* EXERCISE AIM *
Wherever the string "Clothes" turns up in the data, copy the whole line.

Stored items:
━━━━━━

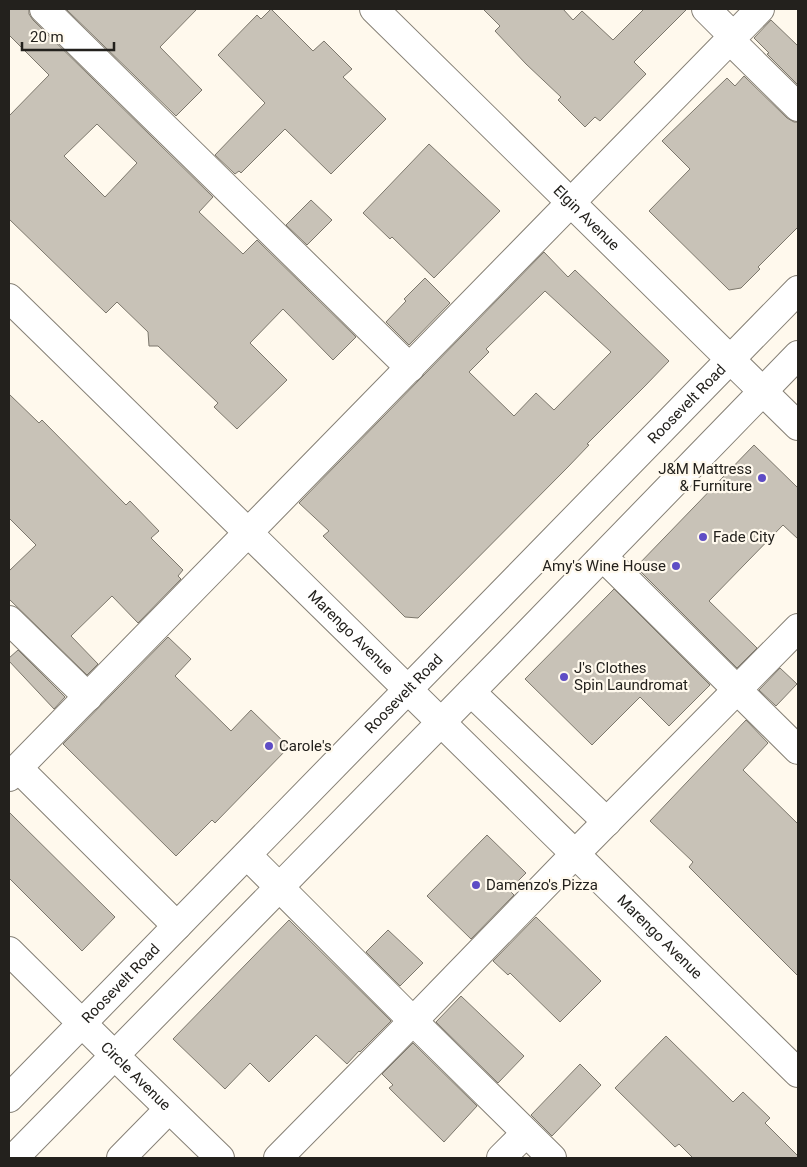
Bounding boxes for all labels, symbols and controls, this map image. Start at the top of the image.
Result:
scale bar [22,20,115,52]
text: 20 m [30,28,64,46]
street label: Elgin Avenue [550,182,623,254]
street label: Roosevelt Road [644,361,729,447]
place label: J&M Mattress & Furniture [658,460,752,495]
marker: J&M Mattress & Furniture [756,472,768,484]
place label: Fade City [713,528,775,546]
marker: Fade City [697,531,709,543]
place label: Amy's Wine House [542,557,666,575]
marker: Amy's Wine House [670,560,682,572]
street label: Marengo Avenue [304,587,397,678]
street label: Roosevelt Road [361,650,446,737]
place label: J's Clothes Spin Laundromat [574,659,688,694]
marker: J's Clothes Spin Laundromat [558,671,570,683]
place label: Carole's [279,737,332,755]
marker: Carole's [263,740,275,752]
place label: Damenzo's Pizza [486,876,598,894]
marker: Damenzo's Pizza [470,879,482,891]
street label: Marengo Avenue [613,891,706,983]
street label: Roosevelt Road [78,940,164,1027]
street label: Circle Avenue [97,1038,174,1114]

━━━━━━

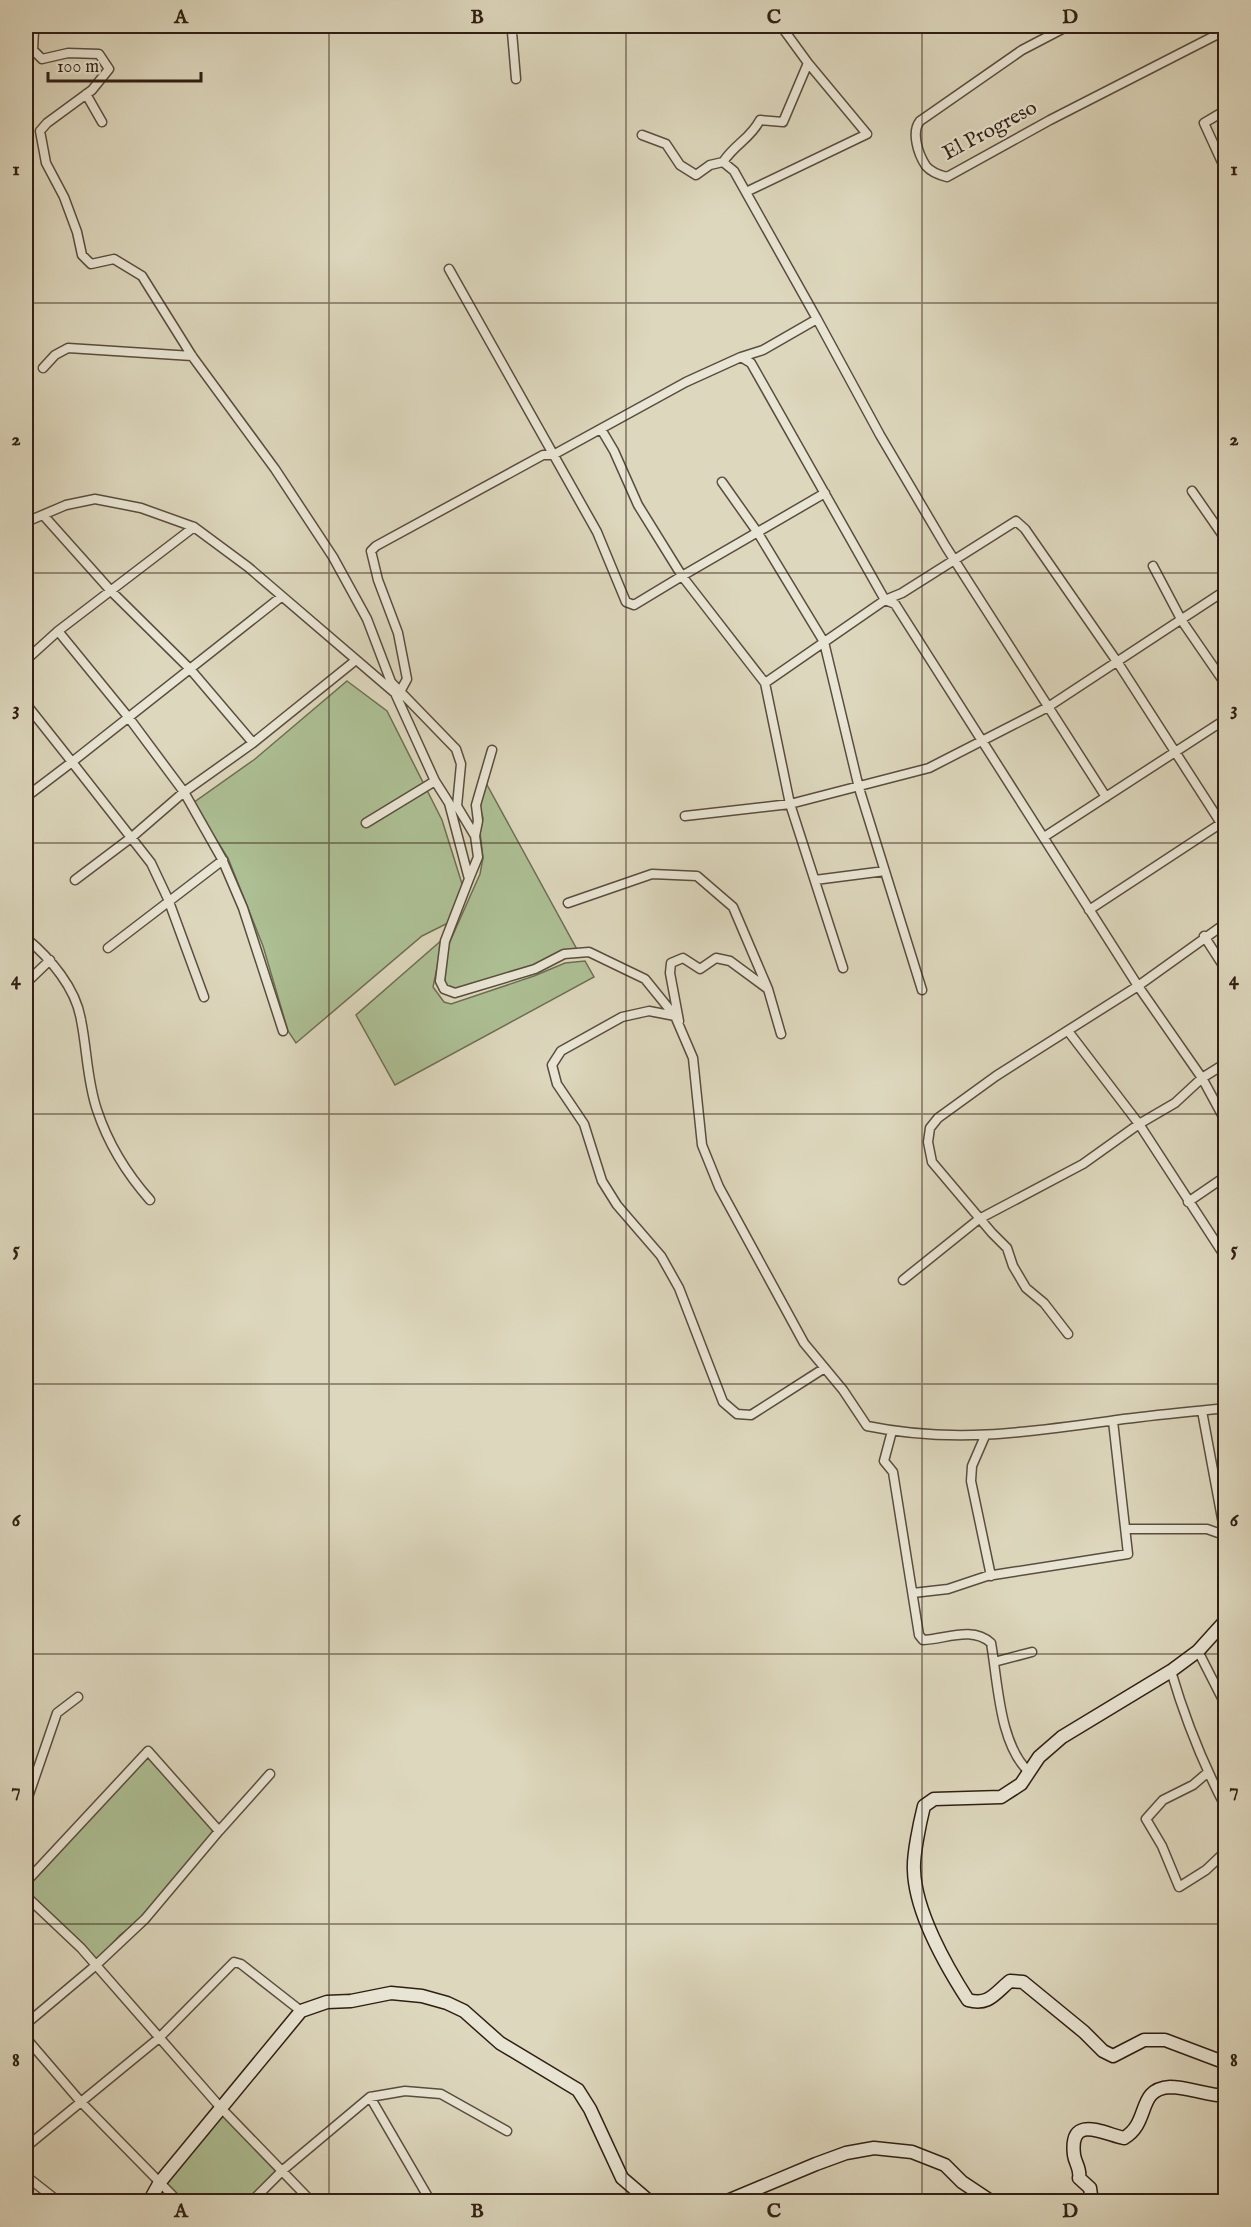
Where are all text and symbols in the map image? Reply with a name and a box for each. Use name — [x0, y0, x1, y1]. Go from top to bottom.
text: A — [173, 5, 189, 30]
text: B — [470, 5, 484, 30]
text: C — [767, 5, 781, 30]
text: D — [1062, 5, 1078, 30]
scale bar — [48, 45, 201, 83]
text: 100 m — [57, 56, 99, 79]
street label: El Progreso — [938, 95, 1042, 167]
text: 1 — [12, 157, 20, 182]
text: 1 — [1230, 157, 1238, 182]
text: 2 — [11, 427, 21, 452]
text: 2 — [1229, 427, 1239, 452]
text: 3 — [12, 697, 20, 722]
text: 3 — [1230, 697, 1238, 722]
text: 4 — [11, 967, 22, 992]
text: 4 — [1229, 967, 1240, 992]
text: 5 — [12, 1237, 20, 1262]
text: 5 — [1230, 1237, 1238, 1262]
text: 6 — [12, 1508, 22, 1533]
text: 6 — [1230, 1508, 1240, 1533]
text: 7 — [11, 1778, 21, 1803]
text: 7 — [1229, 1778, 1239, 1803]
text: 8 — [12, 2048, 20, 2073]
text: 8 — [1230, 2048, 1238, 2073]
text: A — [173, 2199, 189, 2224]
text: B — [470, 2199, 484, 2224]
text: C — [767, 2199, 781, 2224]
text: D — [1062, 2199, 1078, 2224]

━━━━━━

* RESULT OF THE TASK *
place label: J's Clothes Spin Laundromat [574,659,688,694]
marker: J's Clothes Spin Laundromat [558,671,570,683]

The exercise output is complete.